**Recorded data**
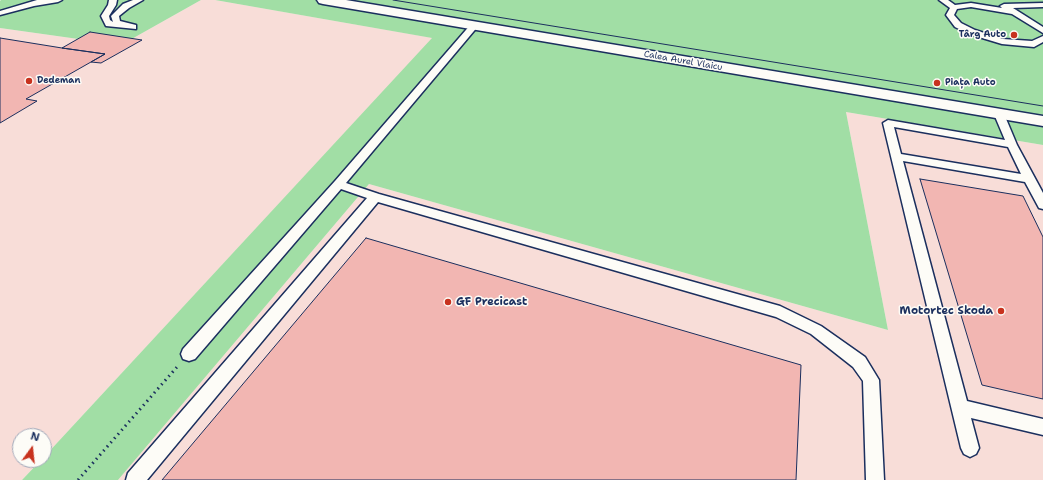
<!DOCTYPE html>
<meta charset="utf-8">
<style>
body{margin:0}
#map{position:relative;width:1043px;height:480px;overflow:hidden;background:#fbeee9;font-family:"Shantell Sans",sans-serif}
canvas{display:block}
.north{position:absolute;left:12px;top:428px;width:40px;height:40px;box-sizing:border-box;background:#fdfcf7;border:1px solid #a3aaba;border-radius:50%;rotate:15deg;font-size:11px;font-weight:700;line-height:16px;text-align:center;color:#1b2f5e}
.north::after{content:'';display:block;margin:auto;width:14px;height:18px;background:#c8321e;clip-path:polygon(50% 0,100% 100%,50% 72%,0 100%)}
</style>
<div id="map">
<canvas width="1043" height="480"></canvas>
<div class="north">N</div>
</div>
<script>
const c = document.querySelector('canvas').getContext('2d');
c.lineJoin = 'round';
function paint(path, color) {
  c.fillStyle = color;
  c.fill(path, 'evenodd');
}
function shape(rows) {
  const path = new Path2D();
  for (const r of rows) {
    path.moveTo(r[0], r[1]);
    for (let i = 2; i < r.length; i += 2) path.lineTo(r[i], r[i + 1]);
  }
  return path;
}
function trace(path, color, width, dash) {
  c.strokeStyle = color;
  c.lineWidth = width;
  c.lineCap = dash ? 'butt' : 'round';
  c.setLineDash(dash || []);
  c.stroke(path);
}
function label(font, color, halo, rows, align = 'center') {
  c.font = font + ' "Shantell Sans",sans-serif';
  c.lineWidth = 3;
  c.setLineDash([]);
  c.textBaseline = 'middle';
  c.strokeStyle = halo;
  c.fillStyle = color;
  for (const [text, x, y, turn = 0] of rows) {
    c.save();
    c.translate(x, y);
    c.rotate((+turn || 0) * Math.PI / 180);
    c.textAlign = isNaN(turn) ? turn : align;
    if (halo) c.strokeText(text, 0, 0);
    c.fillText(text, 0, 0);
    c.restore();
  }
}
paint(shape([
 [201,0,215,0,433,38,44,457,44,436,20,436,20,460,41,460,22,480,0,480,0,28,121,45],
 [846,112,1043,145,1043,480,118,480,369,184,888,330]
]), '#f8ddd8');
paint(shape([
 [1,0,201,0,121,45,0,28,0,1],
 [215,0,1043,0,1043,145,846,112,888,330,369,184,118,480,22,480,41,460,44,460,44,457,432,38]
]), '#a1dea5');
const building = shape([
 [90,32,142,40,101,63,91,62,105,54,62,48,90,32],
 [0,38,62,48,105,54,26,99,37,101,0,123,0,38],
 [920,179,1023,196,1043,237,1043,399,982,385,920,179],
 [366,238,801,365,796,480,162,480,366,238]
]);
paint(building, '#f2b6b2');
trace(building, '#1b2f5e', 1);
const lane = shape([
 [37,0,62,0,58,2,34,6,0,15,0,11,37,0],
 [109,0,117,0,116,5,109,16,110,20,113,22,111,16,123,4,133,0,143,0,129,8,119,16,120,21,136,25,136,29,106,26,101,16,108,5,109,0],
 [939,0,948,0,955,5,971,3,1002,8,1000,6,1004,4,1043,3,1043,7,1013,8,1043,27,1043,33,1012,14,971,7,957,9,954,15,961,23,975,30,1003,39,1032,41,1043,36,1043,42,1034,47,1002,44,969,34,955,27,946,15,950,8,939,0],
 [472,23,475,23,479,25,346,183,379,194,780,306,821,326,865,357,879,380,884,480,866,480,863,381,853,367,811,334,776,317,378,202,147,480,126,480,128,473,367,198,341,189,195,359,189,361,183,359,181,354,183,349,335,181,472,23],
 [999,111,1004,114,1017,145,1043,193,1043,209,1039,208,1025,182,903,161,967,401,1043,419,1043,435,971,418,979,448,976,454,970,457,964,454,961,448,883,123,888,120,1005,140,994,114,999,111],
 [894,127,1008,147,1021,174,901,154,894,127]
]);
const primary = shape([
 [317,0,346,0,1043,116,1043,126,323,4,319,3,317,0]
]);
trace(lane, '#1b2f5e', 3);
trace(primary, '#1b2f5e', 3);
trace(shape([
 [78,480,177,367]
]), '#1b2f5e', 3, [1.5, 4]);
paint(lane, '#fdfcf7');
paint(primary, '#fdfcf7');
trace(shape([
 [393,0,1043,106]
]), '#1b2f5e', 1);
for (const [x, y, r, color] of [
 [1014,35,4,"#c8321e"],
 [29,81,4,"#c8321e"],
 [937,83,4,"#c8321e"],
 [448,302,4,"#c8321e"],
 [1001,311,4,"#c8321e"]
]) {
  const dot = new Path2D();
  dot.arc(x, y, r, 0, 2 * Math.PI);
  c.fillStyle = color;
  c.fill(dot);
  trace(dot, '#fdfcf7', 1.5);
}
label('bold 9px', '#1b2f5e', '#fdfcf7', [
 ["Târg Auto",1006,35,"right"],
 ["Dedeman",37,81],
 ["Piața Auto",945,83]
], 'left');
label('9px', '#1b2f5e', '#fdfcf7', [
 ["Calea Aurel Vlaicu",683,61,10]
]);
label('bold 11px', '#1b2f5e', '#fdfcf7', [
 ["GF Precicast",456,302],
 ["Motortec Skoda",993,311,"right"]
], 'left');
</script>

**Task instructions**
Write only the number of lines in the entries where the string "Math" occurs.

**Reply**
2